Working with Documents
Excluded Documents
As content is processed within Discovery, certain documents are purposely skipped during the clustering process. In other words, these documents have been excluded from being added to the cluster. This is because the documents contain words, characters, or other elements that prevent it from logically being clustered with other documents. Therefore, all of these documents are combined into their own cluster and labeled as “Excluded”. However, the Excluded cluster can still be searched within the Wheel Interface, and is actually further broken down into smaller child-clusters. The following picture demonstrates this:
Child-clusters are titled according to their issue. The following section provides various exclusion types, as well as descriptions of why they occur:
Import Errors
During the initial import of documents during the build process, which is performed by your system administrator, it is possible that a document could not be ingested. This could be, among many possible reasons, because the document was not in a readable format or the size was deemed too large. Some of these can be corrected or adjusted by your system administrator.
Text Too Small
When documents are imported, to avoid the overhead of processing multiple documents that may simply say “scanned image”, the minimum document size and number of words are specified. Your system administrator can configure this minimum size.
No Shared Words
Consider a document whose vocabulary (text) does not match the rest of the document population and as a result is impossible to cluster. For example, if a user has a dataset like Enron that contains one email where the topic is completely different (let’s say Opera, and someone listed their five favorite operas and composers) the document would be unique, but it could not be clustered anywhere else within the population. It may also be in another language or be a spreadsheet with names, words or phrases.
No Words
It is possible that a document, such as a financial spreadsheet, may still be a text file yet have no words at all that could be extracted.
Vocabulary Too Small
Since a word has to show up in three documents before it’s considered part of the active vocabulary, it is possible that a document may have enough words but those words may not be in a sufficient number of other documents.

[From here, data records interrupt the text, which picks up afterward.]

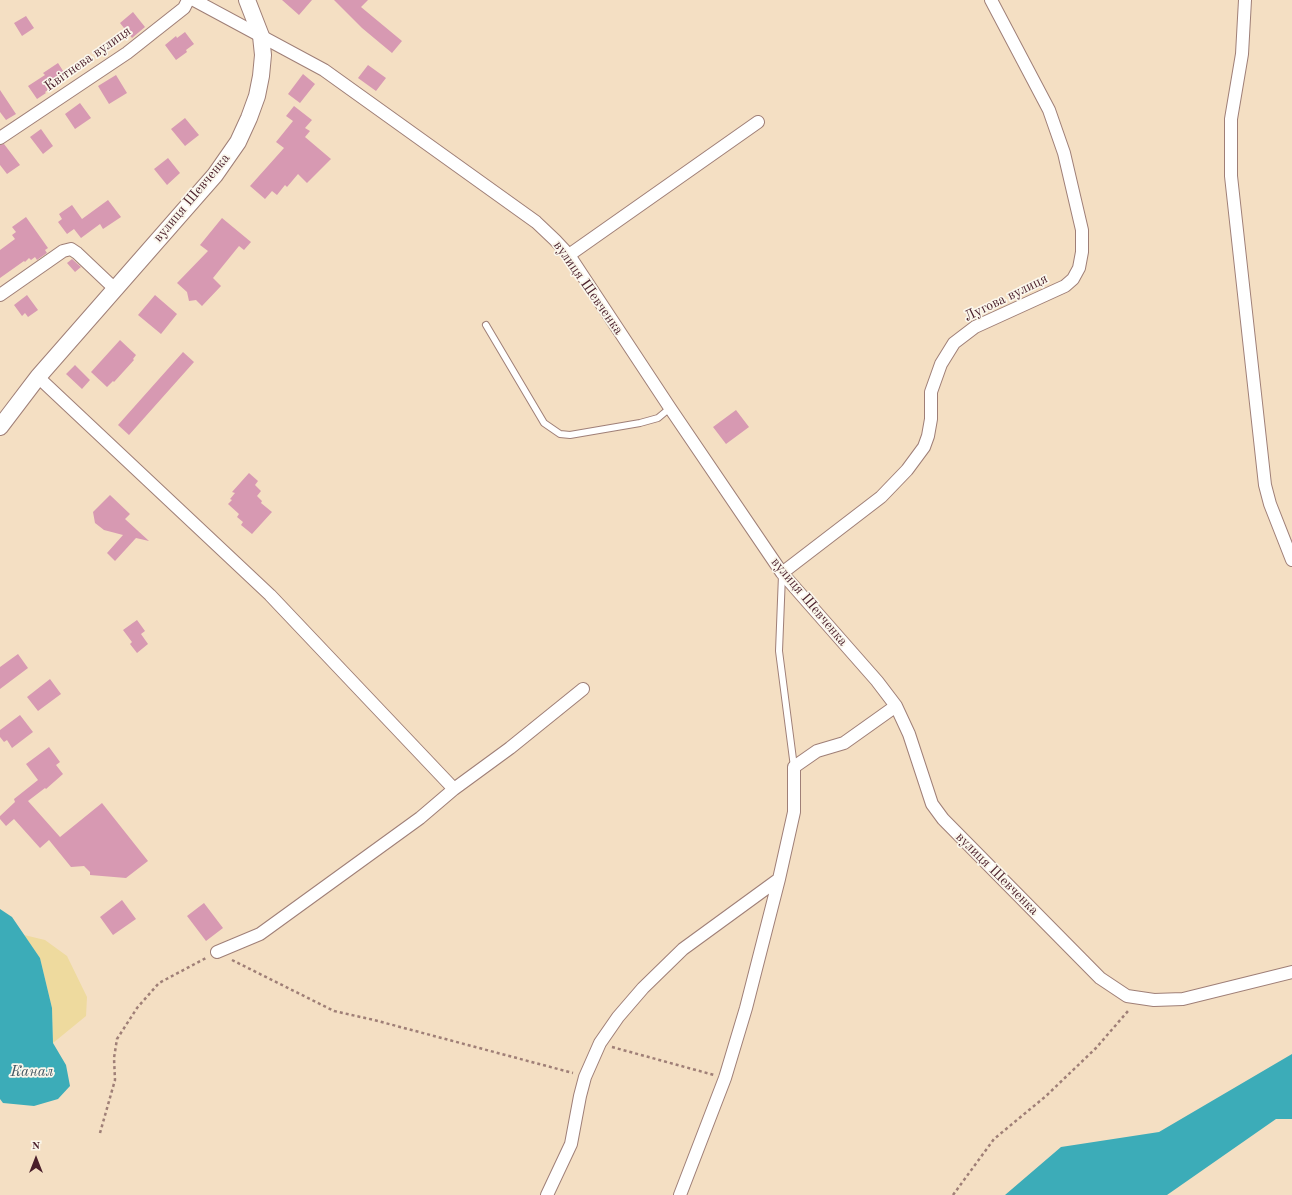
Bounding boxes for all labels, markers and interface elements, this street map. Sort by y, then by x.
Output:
street label: Квітнева вулиця [41,23,135,95]
street label: вулиця Шевченка [150,150,234,246]
street label: вулиця Шевченка [549,238,627,338]
street label: Лугова вулиця [961,270,1051,326]
street label: вулиця Шевченка [767,554,851,650]
street label: вулиця Шевченка [952,829,1042,919]
water label: Канал [11,1063,53,1081]
north arrow [16,1139,56,1179]
text: N [32,1141,40,1152]

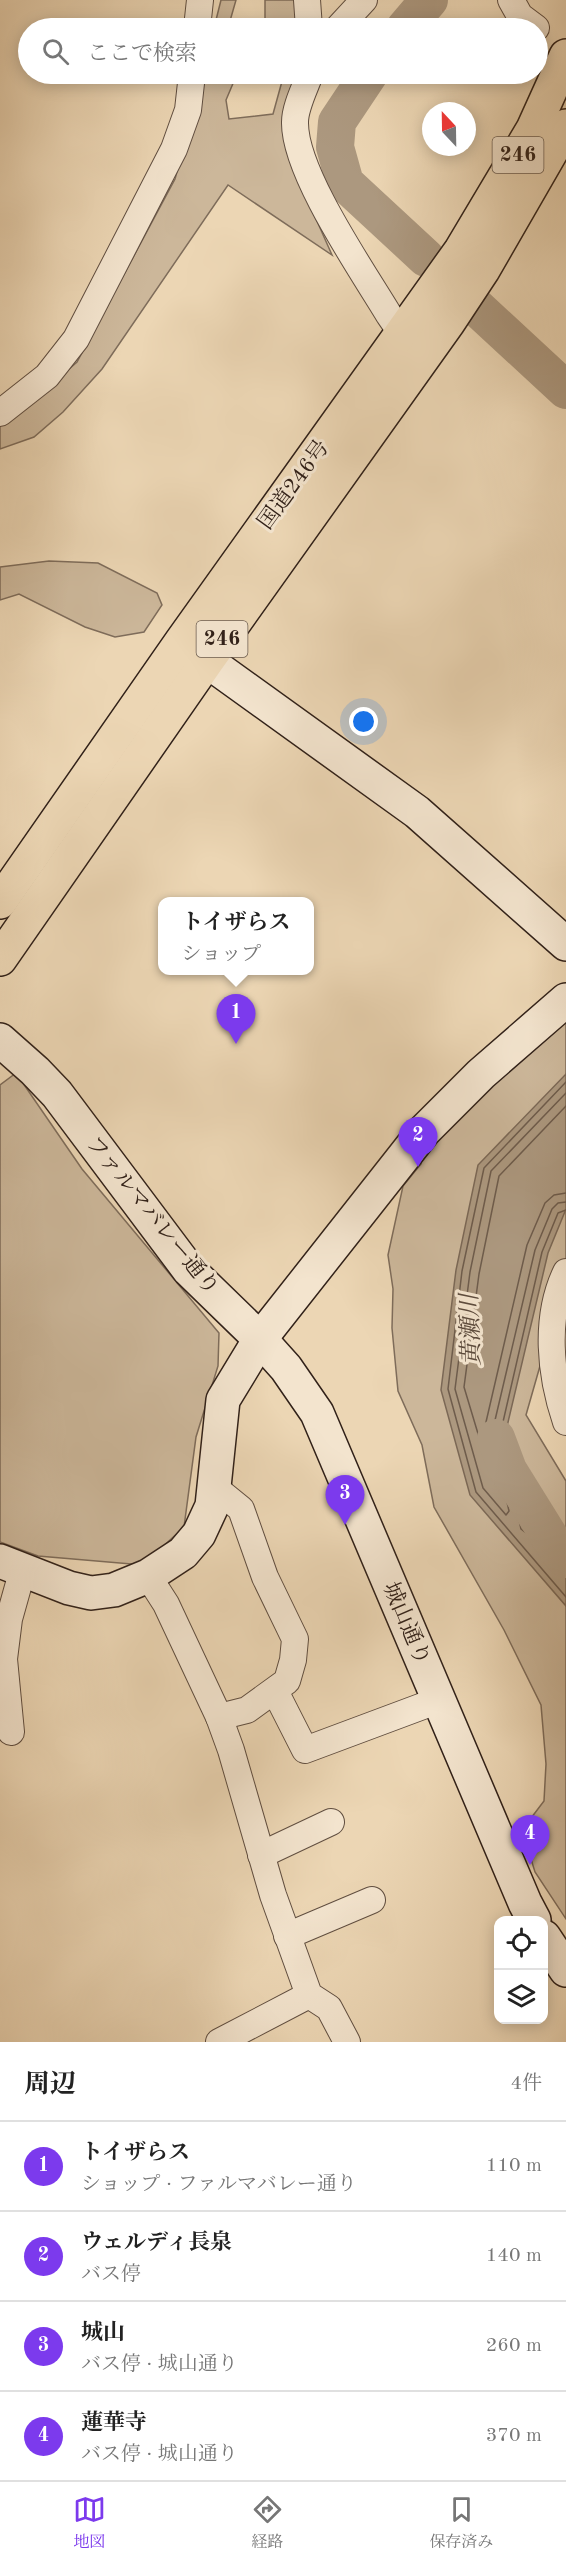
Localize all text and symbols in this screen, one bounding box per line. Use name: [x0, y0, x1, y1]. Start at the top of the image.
search box: [18, 18, 548, 84]
icon: search: [39, 35, 72, 68]
text: ここで検索: [87, 43, 197, 65]
north arrow: [422, 102, 476, 156]
road number: 246: [492, 137, 544, 173]
street label: 国道246号: [253, 435, 334, 534]
road number: 246: [196, 621, 248, 657]
your location: [349, 707, 378, 736]
popup: [158, 897, 314, 975]
text: トイザらス: [182, 912, 290, 934]
text: ショップ: [182, 945, 261, 965]
pin: 1: [216, 994, 256, 1044]
pin: 2: [398, 1118, 438, 1167]
street label: ファルマバレー通り: [81, 1131, 224, 1300]
water label: 黄瀬川: [456, 1291, 485, 1367]
pin: 3: [326, 1476, 364, 1525]
street label: 城山通り: [379, 1578, 435, 1669]
pin: 4: [510, 1816, 550, 1865]
map controls: [494, 1916, 548, 2024]
button: locate: [494, 1916, 548, 1970]
button: layers: [494, 1970, 548, 2024]
text: 周辺: [24, 2072, 76, 2098]
text: 4件: [510, 2074, 542, 2094]
text: トイザらス: [81, 2142, 190, 2164]
text: 1: [38, 2156, 49, 2176]
text: 110 m: [486, 2156, 542, 2176]
text: ショップ · ファルマバレー通り: [81, 2175, 357, 2195]
text: ウェルディ長泉: [81, 2232, 232, 2254]
text: 2: [38, 2246, 49, 2266]
text: 140 m: [486, 2246, 542, 2266]
text: バス停: [81, 2265, 141, 2285]
text: 城山: [81, 2322, 125, 2344]
text: 3: [38, 2336, 49, 2356]
text: 260 m: [486, 2336, 542, 2356]
text: バス停 · 城山通り: [81, 2355, 238, 2375]
text: 蓮華寺: [81, 2412, 147, 2434]
text: 4: [38, 2426, 49, 2446]
text: 370 m: [486, 2426, 542, 2446]
text: バス停 · 城山通り: [81, 2445, 238, 2465]
tab: 地図: [73, 2493, 106, 2553]
tab: 経路: [251, 2493, 284, 2553]
tab: 保存済み: [429, 2493, 493, 2553]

Duplicates and Near Duplicates
Brainspace recommends that document similarity should be used to expedite your review process but not be used in lieu of document review for Near Duplicates. The PD Document ID is assigned sequentially to documents that are similar and within a cluster. Note that there is no break in the numbering at the start of a new cluster. Review of documents in the PD Document ID order assures maximum efficiency of your search effort.
Similarity of documents is not just based upon matching text and character strings, but it is also based on the knowledge built into the brain as the data set is processed. The result is that documents that share concepts get associated with each other. Others factors to consider are some that would distort the clusters, such as the following:
Boilerplate—which is not used to determine document similarity otherwise forms filled out
Standardized templates
Email signatures
Refer to Duplicate Detection Update for info on algorithms used for duplicate detection in Brainspace Discovery 5.4.

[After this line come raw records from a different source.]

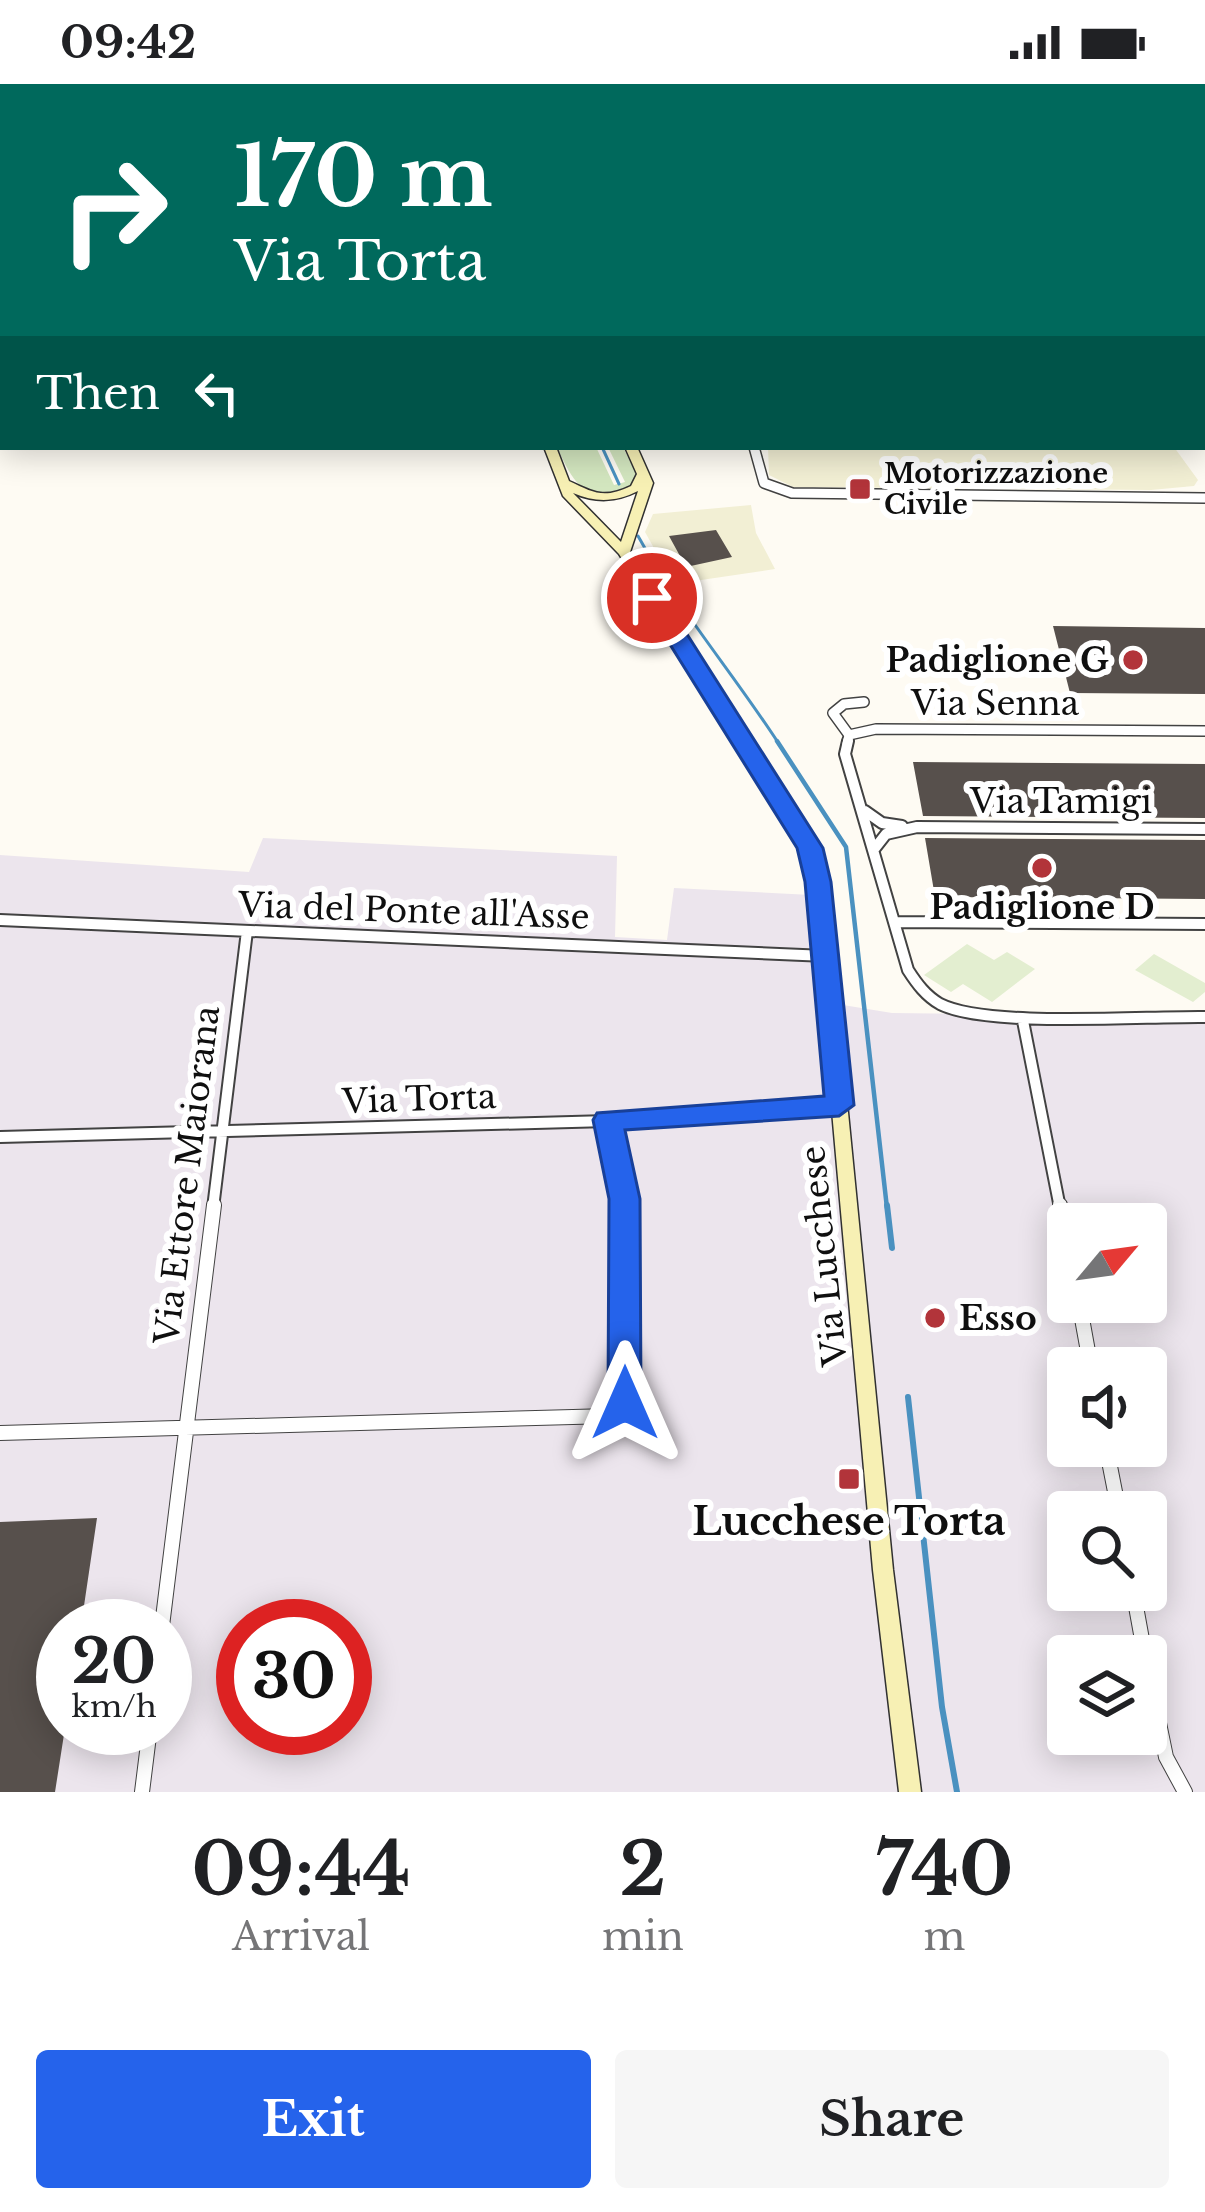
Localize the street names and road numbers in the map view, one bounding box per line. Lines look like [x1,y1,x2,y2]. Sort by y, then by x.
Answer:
street label: Via Senna [910,683,1080,724]
street label: Via Tamigi [969,781,1152,822]
street label: Via del Ponte all'Asse [237,884,590,938]
street label: Via Ettore Maiorana [146,1003,228,1348]
street label: Via Torta [340,1076,497,1122]
street label: Via Lucchese [792,1144,856,1369]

The pivot document (centroid of the cluster) is selected based upon the mathematical similarity of a set of documents. The documents that fall within a given similarity to each other are used to build the cluster. Here are two simple illustrations:
Pivot Document
Consider 20 documents that all contain the US Constitution and the Bill of Rights (first ten amendments):
1 document has nothing else (just the Constitution and the Bill of Rights).

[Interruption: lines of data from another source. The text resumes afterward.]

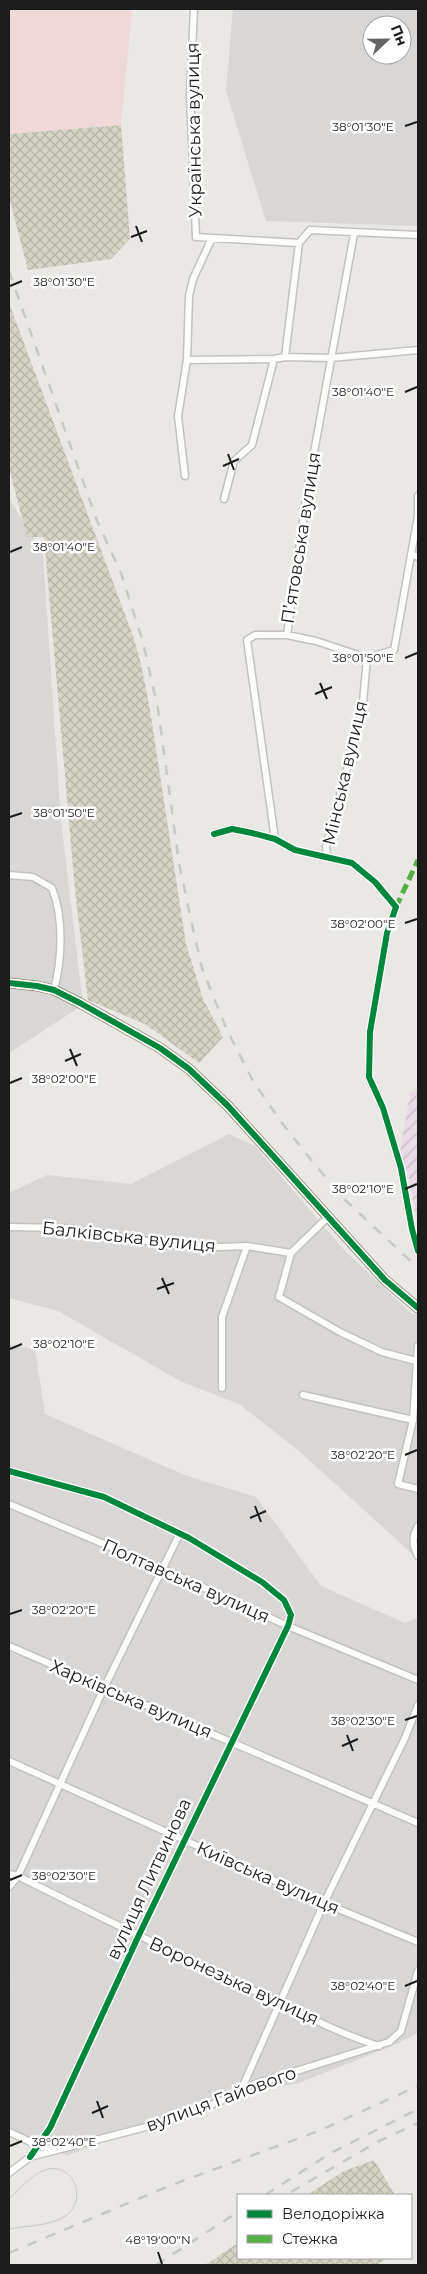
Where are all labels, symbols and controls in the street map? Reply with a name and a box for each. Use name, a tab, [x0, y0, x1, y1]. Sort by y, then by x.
north arrow	[362, 15, 412, 65]
text: Пн	[387, 22, 411, 48]
street label: Українська вулиця	[181, 42, 207, 218]
text: 38°01'30"E	[332, 119, 394, 134]
text: 38°01'30"E	[33, 274, 95, 289]
text: 38°01'40"E	[332, 384, 394, 399]
street label: П’ятовська вулиця	[277, 451, 325, 625]
text: 38°01'40"E	[33, 539, 95, 554]
text: 38°01'50"E	[332, 650, 394, 665]
street label: Мінська вулиця	[318, 699, 372, 847]
text: 38°01'50"E	[33, 805, 95, 820]
text: 38°02'00"E	[330, 916, 396, 931]
text: 38°02'00"E	[31, 1071, 97, 1086]
text: 38°02'10"E	[332, 1181, 394, 1196]
street label: Балківська вулиця	[41, 1217, 217, 1257]
text: 38°02'10"E	[33, 1336, 95, 1351]
text: 38°02'20"E	[331, 1447, 395, 1462]
street label: Полтавська вулиця	[99, 1534, 273, 1628]
text: 38°02'20"E	[32, 1602, 96, 1617]
street label: Харківська вулиця	[47, 1655, 215, 1743]
text: 38°02'30"E	[331, 1713, 395, 1728]
street label: вулиця Литвинова	[102, 1795, 196, 1963]
street label: Київська вулиця	[193, 1837, 343, 1919]
text: 38°02'30"E	[32, 1868, 96, 1883]
street label: Воронезька вулиця	[146, 1932, 322, 2030]
text: 38°02'40"E	[331, 1978, 395, 1993]
street label: вулиця Гайового	[143, 2062, 299, 2136]
text: 38°02'40"E	[32, 2134, 96, 2149]
legend	[237, 2194, 412, 2259]
text: Велодоріжка	[282, 2204, 385, 2223]
text: Стежка	[282, 2229, 338, 2248]
text: 48°19'00"N	[125, 2232, 191, 2247]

15 of the documents have some minor amount of commentary at the end of the document (Things like “what about the women?” or “cool there is no income tax!”).
1 document is the full constitution with the Bill of Rights and the additional 17 amendments.
1 document is the full constitution with the Bill of Rights and the Declaration of Independence.
1 document is the full constitution with the Bill of Rights, the Declaration of Independence and the additional 17 amendments.
1 document is the full constitution with the Bill of Rights, a bunch of Karl Marx quotes, the preamble from Fidel Castro’s last speech and a recipe for ceviche.
The one document with Constitution, the Bill of Rights and no comments would be the pivot.
The 15 with minor comments would have very high similarity scores.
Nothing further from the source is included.